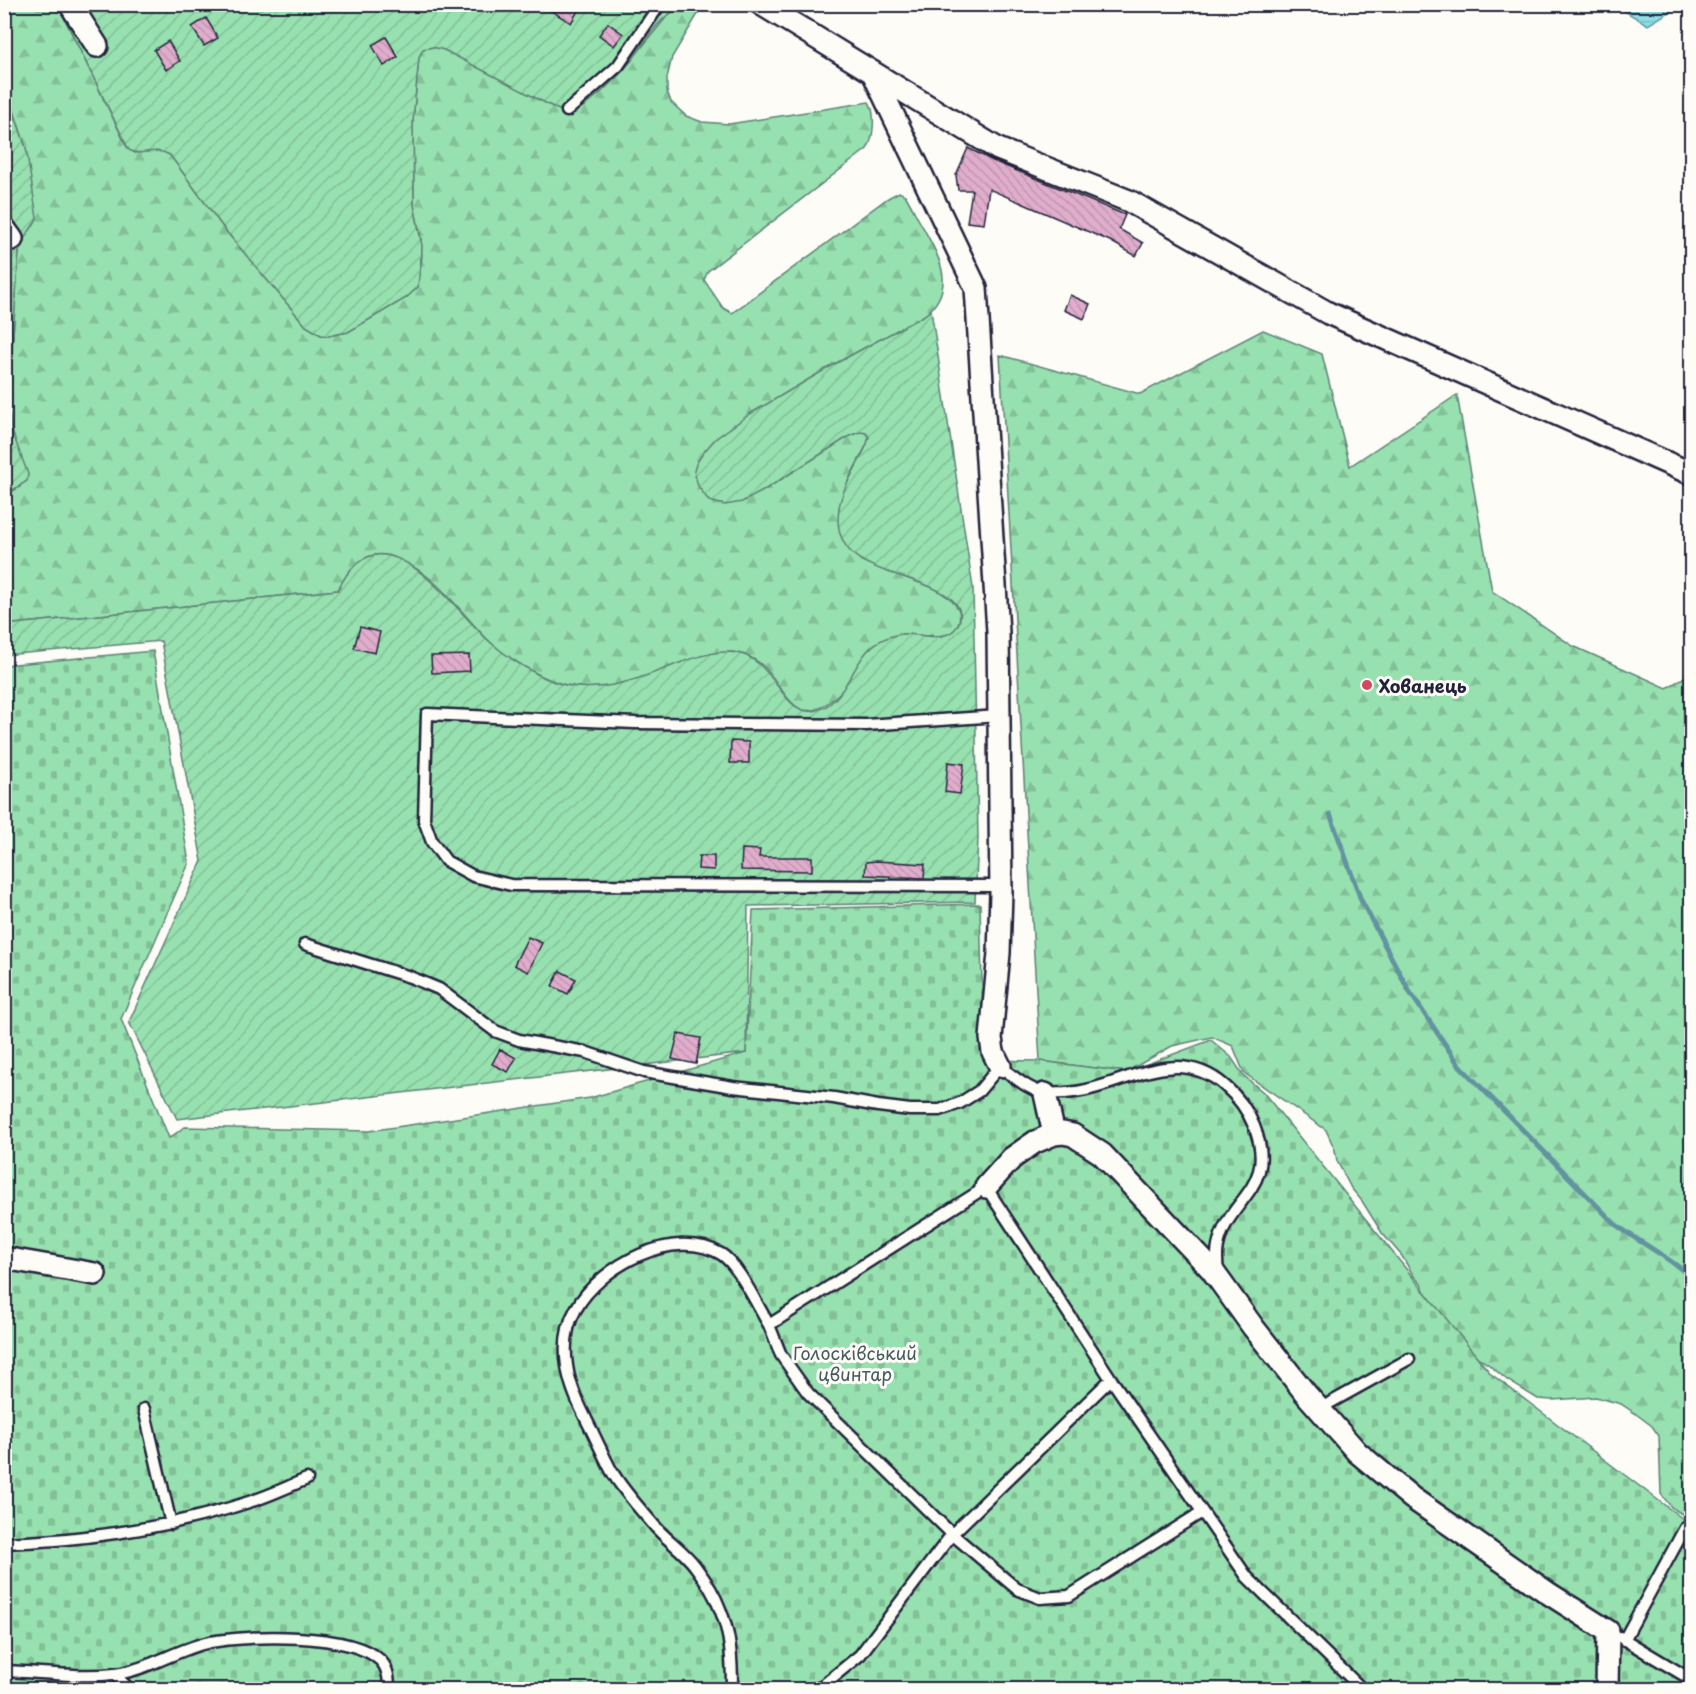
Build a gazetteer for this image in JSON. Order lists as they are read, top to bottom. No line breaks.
{"parks":["Голосківський цвинтар"],"places":["Хованець"]}
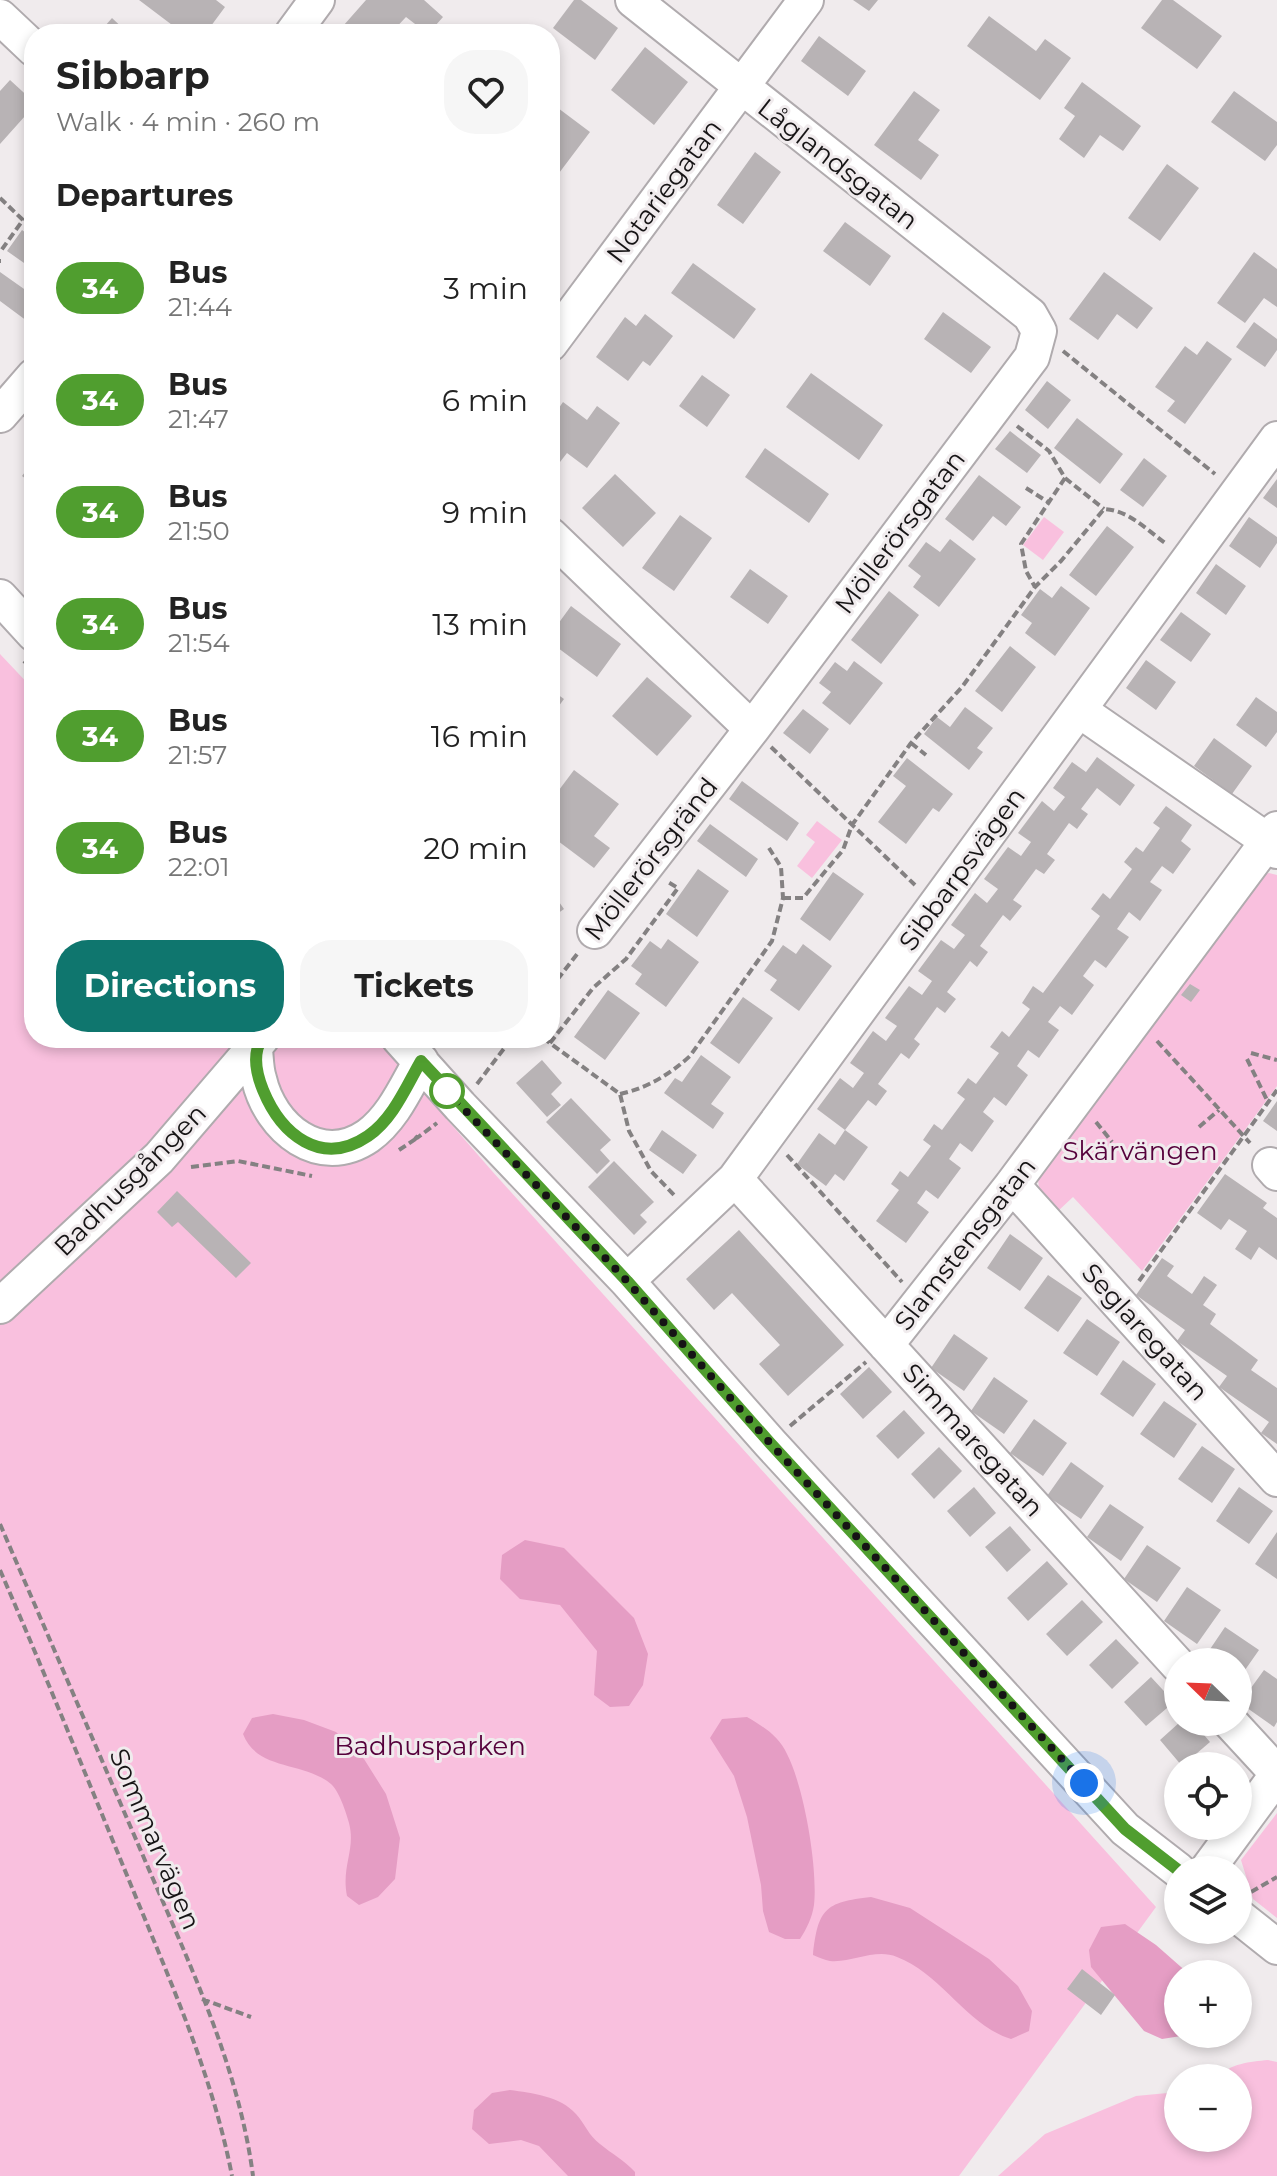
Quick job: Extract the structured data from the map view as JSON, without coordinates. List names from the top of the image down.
{
  "streets": {
    "street": [
      "Låglandsgatan",
      "Notariegatan",
      "Möllerörsgatan",
      "Möllerörsgränd",
      "Sibbarpsvägen",
      "Badhusgången",
      "Slamstensgatan",
      "Seglaregatan",
      "Simmaregatan"
    ],
    "path": ["Sommarvägen"]
  },
  "crossings": [
    ["Låglandsgatan", "Notariegatan"],
    ["Låglandsgatan", "Möllerörsgatan"],
    ["Möllerörsgatan", "Möllerörsgränd"],
    ["Sibbarpsvägen", "Simmaregatan"],
    ["Slamstensgatan", "Seglaregatan"],
    ["Slamstensgatan", "Simmaregatan"]
  ],
  "parks": ["Skärvängen", "Badhusparken"],
  "lines": ["bus line 34"],
  "north": "top left",
  "page": {
    "heading": [
      ["Sibbarp", "Walk · 4 min · 260 m"],
      "Departures"
    ],
    "list": [
      {
        "mark": "34",
        "name": "Bus",
        "note": "21:44",
        "value": "3 min"
      },
      {
        "mark": "34",
        "name": "Bus",
        "note": "21:47",
        "value": "6 min"
      },
      {
        "mark": "34",
        "name": "Bus",
        "note": "21:50",
        "value": "9 min"
      },
      {
        "mark": "34",
        "name": "Bus",
        "note": "21:54",
        "value": "13 min"
      },
      {
        "mark": "34",
        "name": "Bus",
        "note": "21:57",
        "value": "16 min"
      },
      {
        "mark": "34",
        "name": "Bus",
        "note": "22:01",
        "value": "20 min"
      }
    ],
    "buttons": ["Directions", "Tickets"],
    "map_buttons": ["+", "−"]
  }
}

---------------

» EXERCISE DETAILS: Give back the data exactly, with no images.

» TASK RESPONSE:
Build a gazetteer for this image in JSON. Order lists as they are read, top to bottom. No line breaks.
{"parks":["Голосківський цвинтар"],"places":["Хованець"]}
Quick job: Extract the structured data from the map view as JSON, without coordinates. List names from the top of the image down.
{
  "streets": {
    "street": [
      "Låglandsgatan",
      "Notariegatan",
      "Möllerörsgatan",
      "Möllerörsgränd",
      "Sibbarpsvägen",
      "Badhusgången",
      "Slamstensgatan",
      "Seglaregatan",
      "Simmaregatan"
    ],
    "path": ["Sommarvägen"]
  },
  "crossings": [
    ["Låglandsgatan", "Notariegatan"],
    ["Låglandsgatan", "Möllerörsgatan"],
    ["Möllerörsgatan", "Möllerörsgränd"],
    ["Sibbarpsvägen", "Simmaregatan"],
    ["Slamstensgatan", "Seglaregatan"],
    ["Slamstensgatan", "Simmaregatan"]
  ],
  "parks": ["Skärvängen", "Badhusparken"],
  "lines": ["bus line 34"],
  "north": "top left",
  "page": {
    "heading": [
      ["Sibbarp", "Walk · 4 min · 260 m"],
      "Departures"
    ],
    "list": [
      {
        "mark": "34",
        "name": "Bus",
        "note": "21:44",
        "value": "3 min"
      },
      {
        "mark": "34",
        "name": "Bus",
        "note": "21:47",
        "value": "6 min"
      },
      {
        "mark": "34",
        "name": "Bus",
        "note": "21:50",
        "value": "9 min"
      },
      {
        "mark": "34",
        "name": "Bus",
        "note": "21:54",
        "value": "13 min"
      },
      {
        "mark": "34",
        "name": "Bus",
        "note": "21:57",
        "value": "16 min"
      },
      {
        "mark": "34",
        "name": "Bus",
        "note": "22:01",
        "value": "20 min"
      }
    ],
    "buttons": ["Directions", "Tickets"],
    "map_buttons": ["+", "−"]
  }
}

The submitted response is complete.